The other key tool you have as an adventure writer are environmental clues and suggestions. If something is important, draw attention to it in read aloud boxes with an interesting description and tell the GM directly so they can do the same. Use curiosity and greed to pull heroes towards exciting moments and get them to naturally pursue the plot you have in mind. Players will generally pay attention to a golden rune stone, and typically ignore a mundane moss covered stone. Likewise, if you make something seem scary and dangerous, while another, safer option is available, most players will choose the safer option first. Just as important is to avoid creating unintentional red herrings, by providing in intriguing descriptions of elements that are largely irrelevant to the action.

Handling NPCs

Once you realize you have no control over they players and their actions, it is very tempting to put the clever and interesting NPCs you have created into the drivers seat of an adventure. Suddenly the NPCs are making all the choices and telling the player characters where to go and what to do. It makes things very simple as a writer, but if in heavy doses, it makes the players feel like passengers on a train or workers on an assembly line. The players should feel like the stars of the story, the most important decisionmakers. Stories featuring active Villains should have some element of those opposing forces driving the plot and story, but in the end, it should be the player characters that determine the outcome, wresting control from the antagonists.

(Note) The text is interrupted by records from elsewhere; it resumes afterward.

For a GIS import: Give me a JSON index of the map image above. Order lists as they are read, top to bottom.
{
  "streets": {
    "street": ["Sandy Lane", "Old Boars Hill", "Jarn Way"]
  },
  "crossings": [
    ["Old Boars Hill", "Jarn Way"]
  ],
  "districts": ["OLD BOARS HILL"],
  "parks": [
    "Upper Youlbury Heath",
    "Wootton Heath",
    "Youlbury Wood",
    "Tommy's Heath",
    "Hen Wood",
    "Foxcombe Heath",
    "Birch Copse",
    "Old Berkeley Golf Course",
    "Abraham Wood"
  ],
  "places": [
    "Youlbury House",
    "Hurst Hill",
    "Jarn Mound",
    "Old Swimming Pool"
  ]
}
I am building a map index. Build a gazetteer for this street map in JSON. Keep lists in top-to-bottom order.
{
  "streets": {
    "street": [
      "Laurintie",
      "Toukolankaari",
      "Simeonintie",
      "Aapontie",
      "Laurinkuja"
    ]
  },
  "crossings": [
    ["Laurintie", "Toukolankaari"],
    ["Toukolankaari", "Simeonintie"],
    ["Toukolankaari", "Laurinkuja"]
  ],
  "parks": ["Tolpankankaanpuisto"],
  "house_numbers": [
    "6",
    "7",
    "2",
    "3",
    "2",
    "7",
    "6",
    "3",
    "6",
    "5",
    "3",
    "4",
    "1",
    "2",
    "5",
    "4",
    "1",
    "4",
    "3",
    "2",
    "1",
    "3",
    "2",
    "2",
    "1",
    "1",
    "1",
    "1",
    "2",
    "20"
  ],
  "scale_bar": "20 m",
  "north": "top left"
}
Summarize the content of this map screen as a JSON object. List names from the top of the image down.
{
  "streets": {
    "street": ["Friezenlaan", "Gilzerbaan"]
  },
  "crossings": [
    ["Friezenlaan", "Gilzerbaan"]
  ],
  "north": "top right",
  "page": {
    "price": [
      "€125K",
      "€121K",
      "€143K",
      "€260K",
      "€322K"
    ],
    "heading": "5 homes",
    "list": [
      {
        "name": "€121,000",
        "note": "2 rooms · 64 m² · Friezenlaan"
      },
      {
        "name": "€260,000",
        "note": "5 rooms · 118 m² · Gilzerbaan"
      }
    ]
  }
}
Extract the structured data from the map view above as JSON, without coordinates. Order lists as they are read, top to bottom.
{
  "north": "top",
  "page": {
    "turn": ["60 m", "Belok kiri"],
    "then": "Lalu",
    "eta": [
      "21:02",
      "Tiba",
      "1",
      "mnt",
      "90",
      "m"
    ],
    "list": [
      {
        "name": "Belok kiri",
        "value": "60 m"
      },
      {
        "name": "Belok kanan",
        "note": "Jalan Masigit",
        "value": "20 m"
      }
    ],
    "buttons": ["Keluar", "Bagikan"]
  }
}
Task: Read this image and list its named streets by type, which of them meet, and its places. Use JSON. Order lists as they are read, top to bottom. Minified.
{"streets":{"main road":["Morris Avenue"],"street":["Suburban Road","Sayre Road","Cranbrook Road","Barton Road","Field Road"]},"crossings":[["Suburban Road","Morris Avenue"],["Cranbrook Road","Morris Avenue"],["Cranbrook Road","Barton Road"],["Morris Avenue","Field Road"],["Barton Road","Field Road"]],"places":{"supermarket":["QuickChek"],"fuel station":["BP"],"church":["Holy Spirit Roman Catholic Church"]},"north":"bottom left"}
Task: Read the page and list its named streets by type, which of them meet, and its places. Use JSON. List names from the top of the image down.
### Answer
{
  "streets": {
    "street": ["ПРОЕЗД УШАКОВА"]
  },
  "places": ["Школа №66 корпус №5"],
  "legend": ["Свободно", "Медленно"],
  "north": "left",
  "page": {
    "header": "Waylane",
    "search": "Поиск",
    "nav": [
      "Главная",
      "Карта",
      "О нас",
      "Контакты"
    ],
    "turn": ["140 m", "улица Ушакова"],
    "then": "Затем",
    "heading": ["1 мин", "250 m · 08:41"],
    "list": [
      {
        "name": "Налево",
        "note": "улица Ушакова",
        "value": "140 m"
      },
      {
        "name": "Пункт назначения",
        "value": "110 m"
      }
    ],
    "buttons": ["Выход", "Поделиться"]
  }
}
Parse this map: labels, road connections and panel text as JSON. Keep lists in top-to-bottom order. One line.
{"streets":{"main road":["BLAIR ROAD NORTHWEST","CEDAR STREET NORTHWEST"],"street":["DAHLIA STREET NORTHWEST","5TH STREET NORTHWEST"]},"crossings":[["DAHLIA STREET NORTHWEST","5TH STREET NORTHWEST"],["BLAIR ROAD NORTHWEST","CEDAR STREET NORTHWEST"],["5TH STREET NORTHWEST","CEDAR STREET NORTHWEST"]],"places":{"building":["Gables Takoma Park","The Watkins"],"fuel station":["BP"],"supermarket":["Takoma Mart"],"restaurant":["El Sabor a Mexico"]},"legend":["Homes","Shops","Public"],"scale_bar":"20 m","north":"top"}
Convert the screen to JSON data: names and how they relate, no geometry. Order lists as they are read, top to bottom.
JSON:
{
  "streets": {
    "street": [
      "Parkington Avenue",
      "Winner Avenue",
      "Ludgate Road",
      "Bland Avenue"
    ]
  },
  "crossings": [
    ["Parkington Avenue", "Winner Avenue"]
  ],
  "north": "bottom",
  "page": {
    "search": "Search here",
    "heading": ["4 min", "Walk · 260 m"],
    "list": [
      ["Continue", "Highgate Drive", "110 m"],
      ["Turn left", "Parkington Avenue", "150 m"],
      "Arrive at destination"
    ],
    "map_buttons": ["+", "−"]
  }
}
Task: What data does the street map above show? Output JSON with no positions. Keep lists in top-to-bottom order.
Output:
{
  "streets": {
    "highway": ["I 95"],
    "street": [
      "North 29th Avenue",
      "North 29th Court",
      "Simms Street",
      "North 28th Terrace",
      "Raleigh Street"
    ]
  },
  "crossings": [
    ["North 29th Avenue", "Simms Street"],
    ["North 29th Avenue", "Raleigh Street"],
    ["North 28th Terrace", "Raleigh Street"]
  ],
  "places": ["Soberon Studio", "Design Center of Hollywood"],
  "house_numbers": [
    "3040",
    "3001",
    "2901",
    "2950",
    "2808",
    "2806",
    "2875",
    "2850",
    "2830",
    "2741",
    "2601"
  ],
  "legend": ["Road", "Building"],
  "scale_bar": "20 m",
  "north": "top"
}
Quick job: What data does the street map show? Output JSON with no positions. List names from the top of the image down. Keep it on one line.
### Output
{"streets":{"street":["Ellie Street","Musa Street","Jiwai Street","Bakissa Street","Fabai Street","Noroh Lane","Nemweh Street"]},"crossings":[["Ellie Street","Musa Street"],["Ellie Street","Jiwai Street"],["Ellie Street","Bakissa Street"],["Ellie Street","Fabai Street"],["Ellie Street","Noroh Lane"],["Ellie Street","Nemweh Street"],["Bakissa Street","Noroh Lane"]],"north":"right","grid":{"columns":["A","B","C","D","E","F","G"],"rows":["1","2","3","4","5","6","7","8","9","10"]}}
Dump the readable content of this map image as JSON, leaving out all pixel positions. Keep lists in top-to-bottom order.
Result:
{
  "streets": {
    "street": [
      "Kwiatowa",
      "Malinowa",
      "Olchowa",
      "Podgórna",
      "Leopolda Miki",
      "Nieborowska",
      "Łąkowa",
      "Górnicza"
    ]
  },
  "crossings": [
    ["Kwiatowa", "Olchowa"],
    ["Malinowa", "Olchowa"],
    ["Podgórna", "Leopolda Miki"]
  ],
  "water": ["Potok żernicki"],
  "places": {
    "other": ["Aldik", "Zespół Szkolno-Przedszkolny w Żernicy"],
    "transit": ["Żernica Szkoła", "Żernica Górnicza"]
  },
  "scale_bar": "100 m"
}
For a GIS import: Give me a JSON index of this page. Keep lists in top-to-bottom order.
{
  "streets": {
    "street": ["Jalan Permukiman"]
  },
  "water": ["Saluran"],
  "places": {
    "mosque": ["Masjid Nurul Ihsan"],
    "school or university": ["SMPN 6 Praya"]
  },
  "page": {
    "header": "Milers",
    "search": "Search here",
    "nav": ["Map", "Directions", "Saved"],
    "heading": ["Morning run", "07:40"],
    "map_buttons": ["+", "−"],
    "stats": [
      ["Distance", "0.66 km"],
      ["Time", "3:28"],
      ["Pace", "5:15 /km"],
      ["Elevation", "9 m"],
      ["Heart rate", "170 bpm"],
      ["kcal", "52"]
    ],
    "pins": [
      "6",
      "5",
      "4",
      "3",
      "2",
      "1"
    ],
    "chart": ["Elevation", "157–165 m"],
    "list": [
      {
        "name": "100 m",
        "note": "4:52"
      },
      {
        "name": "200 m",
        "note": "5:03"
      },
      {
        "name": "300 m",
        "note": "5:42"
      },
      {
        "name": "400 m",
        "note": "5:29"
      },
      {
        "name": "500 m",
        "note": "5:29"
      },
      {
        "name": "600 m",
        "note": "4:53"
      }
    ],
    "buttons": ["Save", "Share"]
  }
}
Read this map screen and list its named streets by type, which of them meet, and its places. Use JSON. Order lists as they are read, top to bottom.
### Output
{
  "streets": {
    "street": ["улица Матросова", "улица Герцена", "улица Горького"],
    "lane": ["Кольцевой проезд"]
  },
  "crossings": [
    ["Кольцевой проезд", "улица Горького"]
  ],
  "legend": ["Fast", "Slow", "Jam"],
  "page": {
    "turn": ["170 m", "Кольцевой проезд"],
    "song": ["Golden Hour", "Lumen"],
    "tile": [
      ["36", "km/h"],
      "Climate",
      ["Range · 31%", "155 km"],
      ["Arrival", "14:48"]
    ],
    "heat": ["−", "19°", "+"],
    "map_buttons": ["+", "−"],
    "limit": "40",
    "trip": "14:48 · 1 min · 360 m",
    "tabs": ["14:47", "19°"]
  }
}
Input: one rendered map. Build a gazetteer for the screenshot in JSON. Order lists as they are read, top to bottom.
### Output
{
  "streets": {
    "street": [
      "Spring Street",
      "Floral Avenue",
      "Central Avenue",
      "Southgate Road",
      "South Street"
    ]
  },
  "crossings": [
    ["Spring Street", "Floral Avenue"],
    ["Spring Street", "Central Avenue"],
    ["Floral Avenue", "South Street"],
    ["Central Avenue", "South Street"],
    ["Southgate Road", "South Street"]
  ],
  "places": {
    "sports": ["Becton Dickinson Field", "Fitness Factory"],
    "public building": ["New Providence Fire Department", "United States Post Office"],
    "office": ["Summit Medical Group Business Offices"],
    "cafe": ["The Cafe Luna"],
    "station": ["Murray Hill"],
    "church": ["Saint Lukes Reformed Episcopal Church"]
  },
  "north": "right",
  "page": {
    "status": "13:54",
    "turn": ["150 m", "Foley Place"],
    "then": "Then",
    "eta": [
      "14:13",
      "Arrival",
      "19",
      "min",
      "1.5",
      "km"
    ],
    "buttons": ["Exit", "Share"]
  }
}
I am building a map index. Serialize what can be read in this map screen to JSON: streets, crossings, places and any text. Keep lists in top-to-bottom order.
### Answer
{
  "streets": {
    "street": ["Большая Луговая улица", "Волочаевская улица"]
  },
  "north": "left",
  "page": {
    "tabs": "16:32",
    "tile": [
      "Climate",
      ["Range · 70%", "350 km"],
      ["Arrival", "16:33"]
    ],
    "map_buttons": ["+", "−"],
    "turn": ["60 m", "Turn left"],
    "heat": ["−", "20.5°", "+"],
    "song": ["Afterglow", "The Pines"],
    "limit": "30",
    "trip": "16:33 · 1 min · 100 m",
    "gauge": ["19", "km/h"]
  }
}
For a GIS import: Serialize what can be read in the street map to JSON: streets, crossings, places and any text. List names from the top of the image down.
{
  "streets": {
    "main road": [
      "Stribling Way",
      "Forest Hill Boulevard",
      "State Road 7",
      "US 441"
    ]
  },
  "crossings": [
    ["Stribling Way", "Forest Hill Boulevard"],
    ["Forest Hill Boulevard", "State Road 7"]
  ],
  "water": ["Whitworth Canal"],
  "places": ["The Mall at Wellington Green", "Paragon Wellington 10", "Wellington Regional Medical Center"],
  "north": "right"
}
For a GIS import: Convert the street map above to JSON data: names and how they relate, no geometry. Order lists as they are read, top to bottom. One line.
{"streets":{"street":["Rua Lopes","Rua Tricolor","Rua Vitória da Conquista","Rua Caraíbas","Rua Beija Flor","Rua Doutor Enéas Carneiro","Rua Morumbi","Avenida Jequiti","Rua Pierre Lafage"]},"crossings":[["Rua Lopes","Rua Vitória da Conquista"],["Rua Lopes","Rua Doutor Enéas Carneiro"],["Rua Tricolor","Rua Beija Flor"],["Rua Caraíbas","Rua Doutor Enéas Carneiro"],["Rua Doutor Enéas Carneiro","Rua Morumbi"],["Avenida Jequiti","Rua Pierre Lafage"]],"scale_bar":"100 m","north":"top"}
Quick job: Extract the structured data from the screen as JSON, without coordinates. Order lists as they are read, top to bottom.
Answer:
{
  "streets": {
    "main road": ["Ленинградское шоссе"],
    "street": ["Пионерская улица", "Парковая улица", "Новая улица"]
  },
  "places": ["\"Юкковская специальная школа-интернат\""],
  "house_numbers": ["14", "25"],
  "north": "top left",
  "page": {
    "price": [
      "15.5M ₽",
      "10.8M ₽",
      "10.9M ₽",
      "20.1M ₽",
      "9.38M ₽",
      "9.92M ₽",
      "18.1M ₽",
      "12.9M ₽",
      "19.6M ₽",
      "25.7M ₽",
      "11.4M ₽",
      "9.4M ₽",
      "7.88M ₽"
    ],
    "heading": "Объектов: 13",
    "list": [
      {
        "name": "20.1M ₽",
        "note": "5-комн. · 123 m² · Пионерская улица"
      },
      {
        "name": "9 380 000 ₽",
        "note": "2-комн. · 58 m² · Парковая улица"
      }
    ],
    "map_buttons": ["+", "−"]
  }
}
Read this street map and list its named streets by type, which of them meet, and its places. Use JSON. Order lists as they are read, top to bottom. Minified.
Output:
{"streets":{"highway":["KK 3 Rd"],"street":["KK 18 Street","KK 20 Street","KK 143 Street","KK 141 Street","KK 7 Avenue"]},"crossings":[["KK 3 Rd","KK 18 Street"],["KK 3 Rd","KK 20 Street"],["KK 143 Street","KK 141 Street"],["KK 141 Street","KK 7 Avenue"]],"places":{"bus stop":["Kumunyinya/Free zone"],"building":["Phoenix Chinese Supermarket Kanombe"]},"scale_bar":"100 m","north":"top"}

That doesn’t mean you can’t use NPCs to help build the story and interact with the players. You can even have NPCs give orders if they are in a position of authority, but those orders should be about setting the goals for the players, not how to achieve them. The only time an NPC should be solving a problem for the players is if they have chosen to ask the NPC for help. The excitement of overcoming challenges is the main thrill of being a player, so you should do anything you can to avoid taking that glory away from them.

Minding Motivations

Motivations are very important for an adventure. For the most part, players are pretty good at understanding the overall vibe of an adventure and following along with it. If you have an adventure about getting a fabulous treasure, the heroes will mostly adopt that goal. If you have an adventure about saving a town, they will mostly think about the safety of the villagers. If you have a story about stopping a villain, they will generally hunt them down and kill them. Once you have set any kind of expectation at the start of the adventure, you write subsequent encounters with those overarching goals in mind. If you set up an expectation of a diplomatic mission, and then write nothing but combat encounters, you will have many players bending over backwards to avoid the fights you have planned and being frustrated that the adventure seems to be setting them up for failure. Its fine if you have some kind of plot twist that changes the context, but you need to signal clearly that this is what is happening so players can adjust their motivational outlook. So the key here is to check every encounter against the motivations you intrinsically set up for the players at the beginning of the adventure and rework anything that unintentionally expects players to behave in a way contrary to that motivation.

Final Thoughts

In Role Playing, there are no hard and fast rules, but there are generally good and generally bad practices. Its always a good practice to protect player agency whenever you can. You can think of it as a kind of glass wall between you as the writer and the players. You get to say what is out there in the world, but you don’t get to reach through the glass and control the player characters. The more you respect that wall, the better you will get at creating adventures that feel natural to players even when you have imagined their journey long before they set out on it. Any rough patches, the GM is there to handle while you give them all the support they need. If you do your job well, every group of players will have a unique experience playing the adventure that is driven both by your work, the GMs creativity, and the player’s imaginations.